Alguns indivíduos tentam ampliar o alcance da norma atinente ao direito de preferência, interpretando-a extensivamente. Porém, a Quarta Turma do Superior Tribunal de Justiça (STJ), por unanimidade, reafirmou em julgamento recente que tal direito deve ser aplicado restritivamente à alienação da fração ideal de um condômino a um terceiro estranho a um condomínio de bem indivisível. Qualquer venda entre coproprietários não implica direito de preferência de um ou outro, pois todos eles possuem iguais direitos sobre o condomínio.

Por mais que pareça, a priori, estranha a ideia de condomínio, devido ao caráter individualizante e pleno da propriedade, a dinâmica social traz situações que tornem necessário que se divida a propriedade de um mesmo bem entre mais de uma pessoa, tanto voluntariamente quanto, em casos bem específicos, por imposição legal (por exemplo, a herança, antes da partilha, é condomínio dos herdeiros, por determinação do art. 1.791 do Código Civil).

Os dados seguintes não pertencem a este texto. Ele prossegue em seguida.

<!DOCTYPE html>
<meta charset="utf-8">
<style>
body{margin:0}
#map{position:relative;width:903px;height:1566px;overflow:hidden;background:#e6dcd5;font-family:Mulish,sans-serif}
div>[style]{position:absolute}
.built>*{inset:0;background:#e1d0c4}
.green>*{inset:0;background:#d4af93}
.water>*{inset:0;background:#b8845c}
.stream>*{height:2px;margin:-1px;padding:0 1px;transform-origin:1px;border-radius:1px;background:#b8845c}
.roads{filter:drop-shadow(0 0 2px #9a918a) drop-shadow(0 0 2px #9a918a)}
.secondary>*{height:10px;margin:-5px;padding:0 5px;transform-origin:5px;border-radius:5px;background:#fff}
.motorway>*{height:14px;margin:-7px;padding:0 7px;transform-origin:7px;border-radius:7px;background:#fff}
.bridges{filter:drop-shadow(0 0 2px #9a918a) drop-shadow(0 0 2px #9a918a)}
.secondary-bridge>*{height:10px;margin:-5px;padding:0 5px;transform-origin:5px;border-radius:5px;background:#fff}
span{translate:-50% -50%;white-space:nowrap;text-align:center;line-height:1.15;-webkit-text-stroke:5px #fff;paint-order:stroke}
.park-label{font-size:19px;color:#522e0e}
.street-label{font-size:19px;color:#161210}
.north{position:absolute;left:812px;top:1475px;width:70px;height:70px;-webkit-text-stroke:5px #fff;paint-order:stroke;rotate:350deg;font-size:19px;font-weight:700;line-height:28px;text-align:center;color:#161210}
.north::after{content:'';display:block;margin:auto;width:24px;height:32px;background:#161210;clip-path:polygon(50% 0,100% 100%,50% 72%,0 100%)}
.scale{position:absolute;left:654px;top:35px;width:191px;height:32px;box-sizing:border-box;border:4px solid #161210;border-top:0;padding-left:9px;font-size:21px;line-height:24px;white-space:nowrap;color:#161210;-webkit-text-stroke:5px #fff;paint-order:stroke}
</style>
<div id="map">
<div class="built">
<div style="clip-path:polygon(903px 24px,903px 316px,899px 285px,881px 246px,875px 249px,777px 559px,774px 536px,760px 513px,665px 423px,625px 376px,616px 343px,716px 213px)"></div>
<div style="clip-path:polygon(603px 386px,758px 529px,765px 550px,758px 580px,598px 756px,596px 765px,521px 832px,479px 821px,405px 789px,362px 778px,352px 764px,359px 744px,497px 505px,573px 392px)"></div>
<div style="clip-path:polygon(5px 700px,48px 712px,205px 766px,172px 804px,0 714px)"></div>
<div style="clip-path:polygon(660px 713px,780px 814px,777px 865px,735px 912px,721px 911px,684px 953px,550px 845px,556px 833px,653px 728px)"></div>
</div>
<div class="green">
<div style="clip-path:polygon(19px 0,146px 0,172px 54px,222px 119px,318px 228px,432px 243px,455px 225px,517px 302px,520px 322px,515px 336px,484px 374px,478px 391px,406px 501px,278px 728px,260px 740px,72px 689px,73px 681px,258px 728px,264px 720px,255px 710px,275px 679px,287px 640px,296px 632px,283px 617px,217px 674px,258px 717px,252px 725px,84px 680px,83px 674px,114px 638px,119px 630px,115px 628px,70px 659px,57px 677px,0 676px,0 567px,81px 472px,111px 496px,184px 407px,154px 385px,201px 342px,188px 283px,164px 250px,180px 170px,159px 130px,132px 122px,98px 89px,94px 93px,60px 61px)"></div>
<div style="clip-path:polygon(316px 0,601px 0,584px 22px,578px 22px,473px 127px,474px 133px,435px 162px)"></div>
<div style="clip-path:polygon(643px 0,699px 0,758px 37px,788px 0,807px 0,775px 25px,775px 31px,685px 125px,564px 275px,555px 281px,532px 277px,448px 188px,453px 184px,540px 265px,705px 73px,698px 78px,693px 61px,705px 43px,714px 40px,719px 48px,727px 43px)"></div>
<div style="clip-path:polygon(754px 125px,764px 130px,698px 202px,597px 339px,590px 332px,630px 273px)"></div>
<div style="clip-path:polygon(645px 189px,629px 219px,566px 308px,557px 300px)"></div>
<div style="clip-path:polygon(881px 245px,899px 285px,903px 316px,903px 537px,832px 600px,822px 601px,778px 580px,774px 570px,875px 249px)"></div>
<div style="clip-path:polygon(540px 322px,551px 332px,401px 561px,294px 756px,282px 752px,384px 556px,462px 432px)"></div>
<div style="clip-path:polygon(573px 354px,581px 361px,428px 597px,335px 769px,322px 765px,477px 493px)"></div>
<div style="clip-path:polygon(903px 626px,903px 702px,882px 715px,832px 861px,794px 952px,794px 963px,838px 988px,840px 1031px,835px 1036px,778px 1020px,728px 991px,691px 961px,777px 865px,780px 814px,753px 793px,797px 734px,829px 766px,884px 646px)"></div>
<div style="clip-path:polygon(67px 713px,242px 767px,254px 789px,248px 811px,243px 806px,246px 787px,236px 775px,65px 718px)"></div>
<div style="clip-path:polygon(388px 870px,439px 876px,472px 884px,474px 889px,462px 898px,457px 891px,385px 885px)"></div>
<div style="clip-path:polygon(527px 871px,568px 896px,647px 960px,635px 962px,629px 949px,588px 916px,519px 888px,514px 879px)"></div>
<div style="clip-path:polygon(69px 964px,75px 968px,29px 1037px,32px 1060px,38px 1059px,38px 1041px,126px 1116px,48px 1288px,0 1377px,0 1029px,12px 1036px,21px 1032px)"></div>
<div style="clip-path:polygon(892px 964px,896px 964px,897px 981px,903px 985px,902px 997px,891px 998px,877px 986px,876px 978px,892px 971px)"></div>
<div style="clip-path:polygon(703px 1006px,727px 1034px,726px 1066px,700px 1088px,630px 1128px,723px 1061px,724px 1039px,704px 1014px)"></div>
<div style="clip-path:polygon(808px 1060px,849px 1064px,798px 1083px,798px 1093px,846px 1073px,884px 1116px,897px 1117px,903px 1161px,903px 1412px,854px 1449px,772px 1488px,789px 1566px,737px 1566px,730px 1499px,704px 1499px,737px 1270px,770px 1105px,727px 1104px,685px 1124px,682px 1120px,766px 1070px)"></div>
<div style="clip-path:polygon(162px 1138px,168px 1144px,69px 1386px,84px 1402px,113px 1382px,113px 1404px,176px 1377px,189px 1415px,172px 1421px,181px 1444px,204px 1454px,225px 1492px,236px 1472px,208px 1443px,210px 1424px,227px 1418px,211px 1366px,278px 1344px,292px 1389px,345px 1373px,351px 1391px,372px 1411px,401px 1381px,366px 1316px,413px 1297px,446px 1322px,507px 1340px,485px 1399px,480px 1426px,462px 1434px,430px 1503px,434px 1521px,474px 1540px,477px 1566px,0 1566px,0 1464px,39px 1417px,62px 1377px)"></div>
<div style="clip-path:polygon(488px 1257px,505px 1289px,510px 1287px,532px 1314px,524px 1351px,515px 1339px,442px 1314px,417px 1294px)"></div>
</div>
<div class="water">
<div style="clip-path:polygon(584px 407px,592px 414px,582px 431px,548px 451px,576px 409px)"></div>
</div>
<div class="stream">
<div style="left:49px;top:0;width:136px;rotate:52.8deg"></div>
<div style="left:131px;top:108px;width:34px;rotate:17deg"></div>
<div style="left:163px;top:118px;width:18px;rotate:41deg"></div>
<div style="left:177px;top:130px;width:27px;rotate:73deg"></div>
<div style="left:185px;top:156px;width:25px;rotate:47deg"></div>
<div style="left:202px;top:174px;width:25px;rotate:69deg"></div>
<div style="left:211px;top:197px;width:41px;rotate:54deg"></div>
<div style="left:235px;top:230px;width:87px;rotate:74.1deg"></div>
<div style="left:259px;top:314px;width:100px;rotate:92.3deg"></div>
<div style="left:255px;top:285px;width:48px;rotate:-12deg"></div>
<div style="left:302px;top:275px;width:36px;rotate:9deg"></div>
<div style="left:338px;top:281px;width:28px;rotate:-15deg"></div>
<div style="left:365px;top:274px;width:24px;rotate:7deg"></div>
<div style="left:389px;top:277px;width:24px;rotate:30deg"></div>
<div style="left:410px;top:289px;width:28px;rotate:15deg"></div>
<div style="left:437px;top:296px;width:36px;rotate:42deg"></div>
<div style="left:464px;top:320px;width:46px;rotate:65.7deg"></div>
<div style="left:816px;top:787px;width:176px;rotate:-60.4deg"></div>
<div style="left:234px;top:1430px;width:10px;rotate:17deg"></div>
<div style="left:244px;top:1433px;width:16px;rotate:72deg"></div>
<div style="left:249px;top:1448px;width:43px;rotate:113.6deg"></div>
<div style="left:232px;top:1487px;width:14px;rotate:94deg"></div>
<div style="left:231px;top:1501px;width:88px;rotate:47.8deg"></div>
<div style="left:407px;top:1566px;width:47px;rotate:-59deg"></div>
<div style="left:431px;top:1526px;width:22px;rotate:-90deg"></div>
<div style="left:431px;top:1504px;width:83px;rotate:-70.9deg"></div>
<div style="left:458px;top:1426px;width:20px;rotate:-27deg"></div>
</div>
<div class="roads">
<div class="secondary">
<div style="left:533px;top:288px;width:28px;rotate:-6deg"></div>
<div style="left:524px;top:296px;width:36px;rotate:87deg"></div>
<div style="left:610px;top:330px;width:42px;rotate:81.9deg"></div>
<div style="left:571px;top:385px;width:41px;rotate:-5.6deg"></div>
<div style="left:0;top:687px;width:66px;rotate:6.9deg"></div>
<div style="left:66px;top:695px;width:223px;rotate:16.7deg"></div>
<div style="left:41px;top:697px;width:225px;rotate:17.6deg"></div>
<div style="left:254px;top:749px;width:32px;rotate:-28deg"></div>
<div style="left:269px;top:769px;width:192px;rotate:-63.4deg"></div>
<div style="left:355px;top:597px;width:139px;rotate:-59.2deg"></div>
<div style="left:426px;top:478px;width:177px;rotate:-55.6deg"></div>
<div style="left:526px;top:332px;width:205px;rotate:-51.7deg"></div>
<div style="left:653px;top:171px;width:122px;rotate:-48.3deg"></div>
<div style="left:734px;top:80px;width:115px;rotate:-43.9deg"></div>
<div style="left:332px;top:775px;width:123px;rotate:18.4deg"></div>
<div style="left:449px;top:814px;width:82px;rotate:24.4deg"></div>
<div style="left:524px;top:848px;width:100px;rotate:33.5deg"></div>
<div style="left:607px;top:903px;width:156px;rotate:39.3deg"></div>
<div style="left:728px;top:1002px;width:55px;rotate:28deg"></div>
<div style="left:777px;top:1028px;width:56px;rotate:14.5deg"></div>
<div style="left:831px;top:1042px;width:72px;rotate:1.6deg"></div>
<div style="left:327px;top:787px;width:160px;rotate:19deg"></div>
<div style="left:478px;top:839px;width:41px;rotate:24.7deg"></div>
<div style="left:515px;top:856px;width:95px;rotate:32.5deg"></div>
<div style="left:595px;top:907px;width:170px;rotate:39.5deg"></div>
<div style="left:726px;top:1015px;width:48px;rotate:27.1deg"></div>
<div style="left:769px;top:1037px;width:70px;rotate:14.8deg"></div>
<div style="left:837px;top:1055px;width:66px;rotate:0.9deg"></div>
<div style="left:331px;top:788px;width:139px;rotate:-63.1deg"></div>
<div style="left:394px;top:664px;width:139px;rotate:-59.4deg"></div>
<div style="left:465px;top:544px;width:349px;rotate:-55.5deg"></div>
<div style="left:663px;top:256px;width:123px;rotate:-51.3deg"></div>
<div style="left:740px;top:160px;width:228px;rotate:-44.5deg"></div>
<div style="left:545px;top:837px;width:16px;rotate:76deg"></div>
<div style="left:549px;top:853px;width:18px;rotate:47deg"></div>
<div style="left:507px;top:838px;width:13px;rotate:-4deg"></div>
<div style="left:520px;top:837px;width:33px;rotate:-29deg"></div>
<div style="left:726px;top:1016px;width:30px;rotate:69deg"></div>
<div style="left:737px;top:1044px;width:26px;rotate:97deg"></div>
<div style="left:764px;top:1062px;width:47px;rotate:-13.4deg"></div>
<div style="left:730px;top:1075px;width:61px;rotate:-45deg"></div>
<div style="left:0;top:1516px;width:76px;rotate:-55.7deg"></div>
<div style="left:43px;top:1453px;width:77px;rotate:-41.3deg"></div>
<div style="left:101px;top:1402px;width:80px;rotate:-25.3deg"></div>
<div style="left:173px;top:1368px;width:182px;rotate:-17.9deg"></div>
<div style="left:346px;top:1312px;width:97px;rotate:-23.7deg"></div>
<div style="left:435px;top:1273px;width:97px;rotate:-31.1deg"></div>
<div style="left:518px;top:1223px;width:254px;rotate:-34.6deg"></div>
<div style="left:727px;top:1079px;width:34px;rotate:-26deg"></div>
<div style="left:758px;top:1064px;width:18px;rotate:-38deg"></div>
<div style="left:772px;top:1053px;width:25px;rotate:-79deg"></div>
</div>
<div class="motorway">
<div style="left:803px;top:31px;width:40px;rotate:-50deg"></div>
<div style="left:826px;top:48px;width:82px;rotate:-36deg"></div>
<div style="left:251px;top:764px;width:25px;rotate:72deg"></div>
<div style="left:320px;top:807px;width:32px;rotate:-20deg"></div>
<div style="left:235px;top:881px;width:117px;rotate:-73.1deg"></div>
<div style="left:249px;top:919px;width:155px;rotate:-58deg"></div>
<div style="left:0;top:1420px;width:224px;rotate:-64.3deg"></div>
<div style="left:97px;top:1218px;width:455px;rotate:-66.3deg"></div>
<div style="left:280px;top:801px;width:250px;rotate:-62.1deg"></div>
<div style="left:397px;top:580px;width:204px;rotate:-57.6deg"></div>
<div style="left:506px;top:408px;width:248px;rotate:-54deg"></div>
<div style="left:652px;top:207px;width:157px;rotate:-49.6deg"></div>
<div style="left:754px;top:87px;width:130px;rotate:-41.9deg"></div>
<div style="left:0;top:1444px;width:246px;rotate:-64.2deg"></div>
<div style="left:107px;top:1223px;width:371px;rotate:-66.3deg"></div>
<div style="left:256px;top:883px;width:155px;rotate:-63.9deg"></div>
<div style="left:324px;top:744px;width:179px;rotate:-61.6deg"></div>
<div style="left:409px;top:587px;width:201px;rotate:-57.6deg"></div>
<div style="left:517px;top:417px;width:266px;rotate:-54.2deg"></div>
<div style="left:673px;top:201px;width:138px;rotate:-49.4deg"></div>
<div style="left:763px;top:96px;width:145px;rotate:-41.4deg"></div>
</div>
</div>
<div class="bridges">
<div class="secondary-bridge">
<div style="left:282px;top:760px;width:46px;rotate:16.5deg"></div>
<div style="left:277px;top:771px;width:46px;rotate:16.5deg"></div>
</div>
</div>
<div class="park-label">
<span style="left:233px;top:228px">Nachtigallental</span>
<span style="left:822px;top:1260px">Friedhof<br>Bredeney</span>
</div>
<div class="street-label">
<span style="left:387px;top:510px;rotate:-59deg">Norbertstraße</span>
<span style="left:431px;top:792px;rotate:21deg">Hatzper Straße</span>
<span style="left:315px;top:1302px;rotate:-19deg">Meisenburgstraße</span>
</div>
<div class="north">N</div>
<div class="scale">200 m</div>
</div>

Nesses casos, todos os proprietários da coisa comum (chamados condôminos, coproprietários ou comproprietários) têm o direito de usar livremente o bem (desde que não impeça o uso dos demais) e defendê-lo integralmente (sendo desnecessária a anuência dos demais para tanto), além de que devem partilhar os gastos com a sua manutenção proporcionalmente à quota-parte. Há também várias outras implicações desta peculiar (embora bastante comum na vida cotidiana) figura jurídica; por exemplo, a divisão proporcional à quota-parte de cada condômino dos frutos civis, em caso de aluguel da coisa em condomínio.

No caso julgado recentemente pelo STJ, vários membros de uma família no Paraná possuíam alguns lotes em um condomínio. Porém, esses lotes não eram restritos aos familiares. Quando um condômino, estranho à família, comprou dois lotes de outro condômino, os outros pleitearam a anulação da compra e venda, alegando desrespeito ao direito de preferência que teriam eles, familiares que eram.

Em primeira instância, o juiz julgou improcedente o pedido, afirmando que todos os condôminos estão em igualdade entre si, independente de serem ou não da mesma família. Portanto, não havia ofensa a qualquer direito. Os familiares apelaram, e o Tribunal de Justiça do Paraná reformou a sentença, afirmando que o direito de preferência não se restringe a terceiros estranhos ao condomínio. Foi então que o comprador dos lotes ingressou com recurso especial.

No STJ, o ministro relator Marco Buzzi rechaçou o julgamento da apelação, afirmando que a regra do art. 504, que diz respeito ao direito de preferência na compra e venda de bem em condomínio, deve ser interpretada restritivamente. Isso porque a finalidade da norma seria impedir que condôminos sejam obrigados a compartilhar o domínio de um bem com terceiros estranhos à comunhão. Todos devem ter seu pleno uso da coisa respeitado, o que inclui o direito de não a ver também nas mãos de alguém que não estava desde o início do pactuado na mesma condição de condômino.

Enfatizando a igualdade de direitos entre os comproprietários, enfatiza sinteticamente o ministro relator que “não há que se falar em direito de preferência entre os próprios condôminos, que se igualam, de modo que se um condômino alienar a sua parte a um consorte, nenhum outro poderá reclamar invocando direito de preferência”. Dessa forma, apenas seria alterado o percentual da fração ideal daquele que comprara a parte de outrem, mantendo-se a copropriedade de todos.